The anthropomorphic wooden statues, royal thrones and sacred altars were stolen by the French army 129 years ago. The French will take a final look at the objects, from the collection known as the “Treasures of Abomey”, at the Musée du quai Branly-Jacques Chirac from Tuesday to Sunday.
Calixte Biah, curator of the Museum of History in Ouidah, Benin, where the artifacts will be exhibited for the first time, said the occasion was historic.
“They have been removed from their historical context for more than a century. And when you look at the quality of each of these artifacts together, you realize that … there were great artists, “he told The Associated Press.
Benin is founding a new museum in Abomey, funded in part by the French government, which will eventually house the works.
President Emmanuel Macron suggested that France now needed to correct past mistakes, delivering a landmark speech in 2017 in which he said it can no longer accept “that a large part of the cultural heritage of many African countries is in France.” He established a roadmap for the return of royal treasures taken during the era of empire and colony.
However, so far France has only delivered one item: a sword delivered to the Army Museum in Senegal. And the 26 works going to Benin represent a small handful of the more than 90,000 artifacts from sub-Saharan Africa found in French museums.
“We see 26 artifacts. There are others, right? So I would not say that we are ending a process. I would say that we are at the beginning of a process, ”said Biah.
“I think it would be decent if other countries that possess African artifacts follow the same path as France,” he added.
Earlier this year, Germany started a similar movement. The decision was made that German museums should work on a restitution plan to return artifacts known as the Benin Bronzes to Nigeria next year. These were looted from the royal palace of the Kingdom of Benin, in what is now southern Nigeria, by a British colonial expedition in 1897.
However, critics of such moves, including the British Museum in London, in a decades-long tug of war with the Greek government over the restitution of the Elgin Marbles, or Parthenon, argue that it will open the floodgates to empty Western museums of your collections. Many are made up of objects acquired during the colonial era.
The British Museum said on Monday that it is working on a collaboration with Nigeria, linked to the construction of a new museum in the West African country, which will “bring together Beninese art from international collections.”
French Culture Minister Roselyne Bachelot tried to calm nervousness among European museums, emphasizing that this initiative “will not create a legal precedent.”
Last year a French law was passed to allow the restitution of the statues to Benin and of the sword to Senegal.
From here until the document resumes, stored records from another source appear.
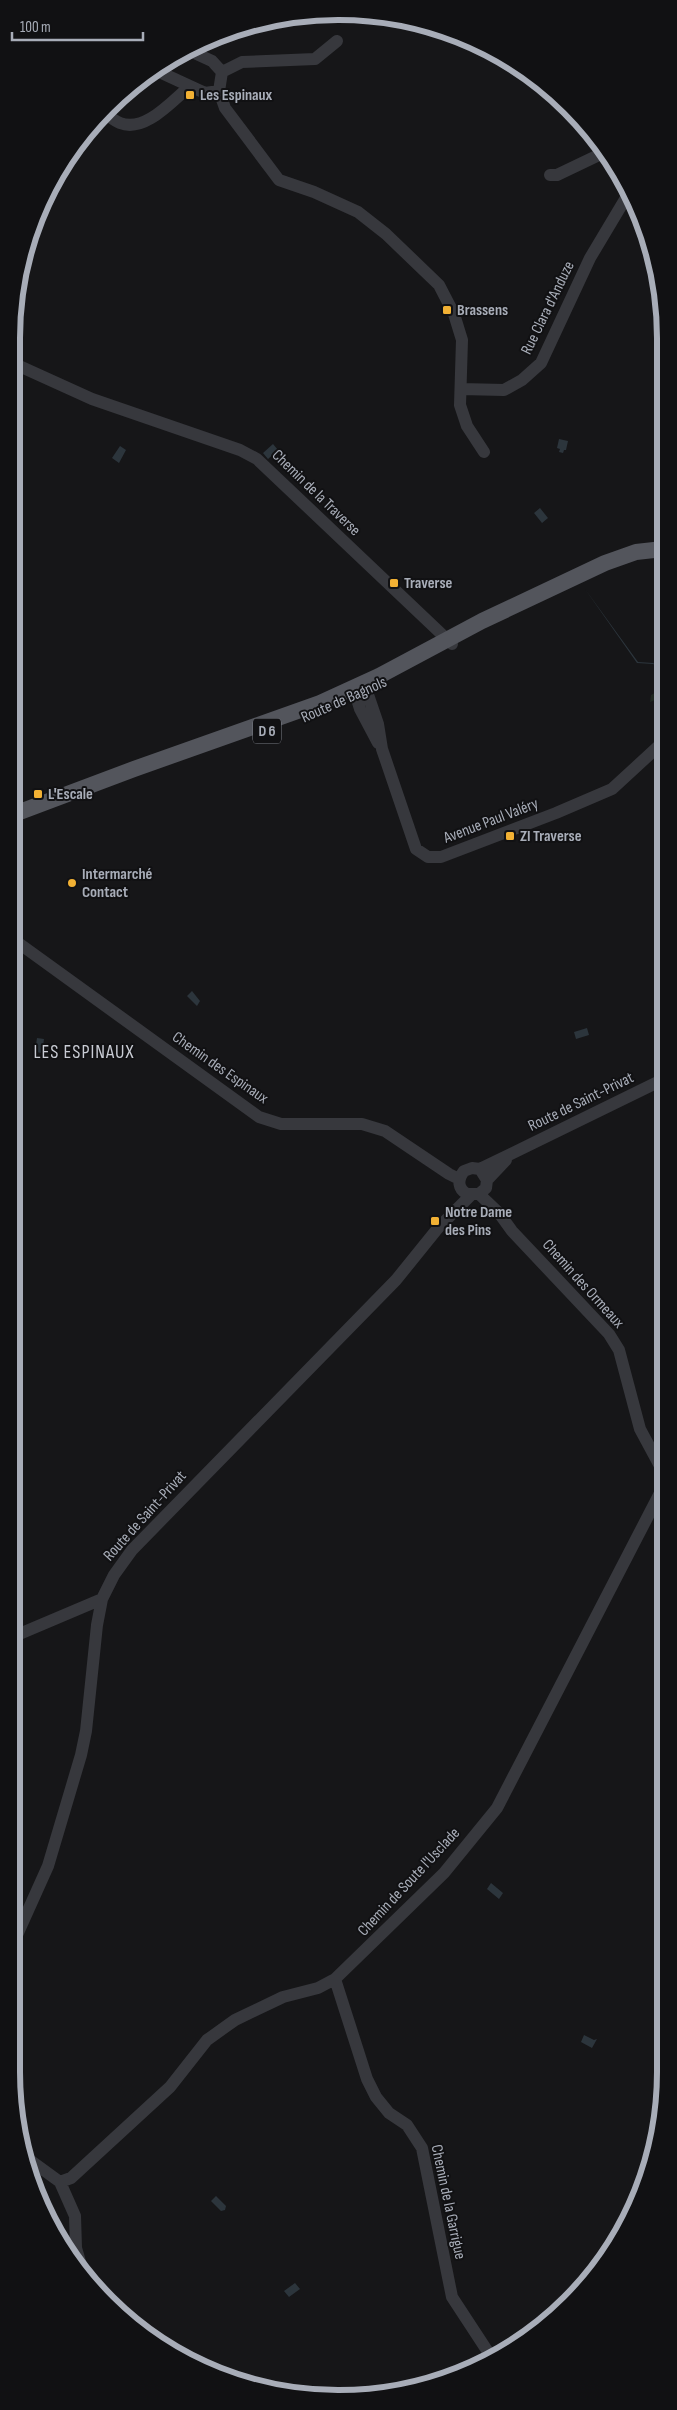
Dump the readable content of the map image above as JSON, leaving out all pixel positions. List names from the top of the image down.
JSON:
{
  "streets": {
    "main road": ["Route de Bagnols", "D 6"],
    "street": [
      "Rue Clara d'Anduze",
      "Chemin de la Traverse",
      "Avenue Paul Valéry",
      "Chemin des Espinaux",
      "Route de Saint-Privat",
      "Chemin des Ormeaux",
      "Chemin de Soute l'Usclade",
      "Chemin de la Garrigue"
    ]
  },
  "crossings": [
    ["Chemin de la Traverse", "Route de Bagnols"],
    ["Route de Bagnols", "D 6"],
    ["Route de Bagnols", "Avenue Paul Valéry"],
    ["Chemin des Espinaux", "Route de Saint-Privat"],
    ["Chemin des Espinaux", "Chemin des Ormeaux"],
    ["Route de Saint-Privat", "Chemin des Ormeaux"],
    ["Chemin de Soute l'Usclade", "Chemin de la Garrigue"]
  ],
  "districts": ["LES ESPINAUX"],
  "places": {
    "transit": [
      "Les Espinaux",
      "Brassens",
      "Traverse",
      "L'Escale",
      "ZI Traverse",
      "Notre Dame des Pins"
    ],
    "other": ["Intermarché Contact"]
  },
  "scale_bar": "100 m"
}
But he said the French government law was intentionally specific, applying only to the 27 artifacts. “(It) does not establish any general right of restitution” and “in no way questions” the right of French museums to preserve their heritage.
The history of the “Treasures of Abomey” is as dramatic as their sculpted forms. In November 1892, Colonel Alfred Dodds led a French expeditionary force robbing the Kingdom of Danhomè, located in the south of present-day Benin. Colonizing troops stormed the Palace of Abomey, home of King Behanzin, and seized many royal objects, including the 26 artifacts that Dodds donated to the Musée d’Ethnographie du Trocadéro in Paris in the 1890s. Since the 2000s , the objects have been housed in the Musée du quai Branly – Jacques Chirac.
Gaëlle Beaujean, director of the African collections at the museum, highlighted that “these artifacts have also been seen by artists (in France and) inspired (by the architect) Le Corbusier … In fact, since 1893, they are highly engraved in the French memory too “.
“They are part, I think, of a common history,” he added.
Macron will visit the exhibition on Wednesday. The restitution process “aims to allow young Africans to have access to their own heritage in Africa, and not just in Europe,” the French presidency said in a statement.
Benin’s Culture Minister Jean-Michel Abimbola called the return of the works a “historic milestone” and the beginning of greater cooperation between the two countries, during a press conference last week. The French Development Agency will allocate some 35 million euros to the “Museum of the Saga of the Amazons and the Kings of Danhome” to be built in Abomey under a commitment signed this year.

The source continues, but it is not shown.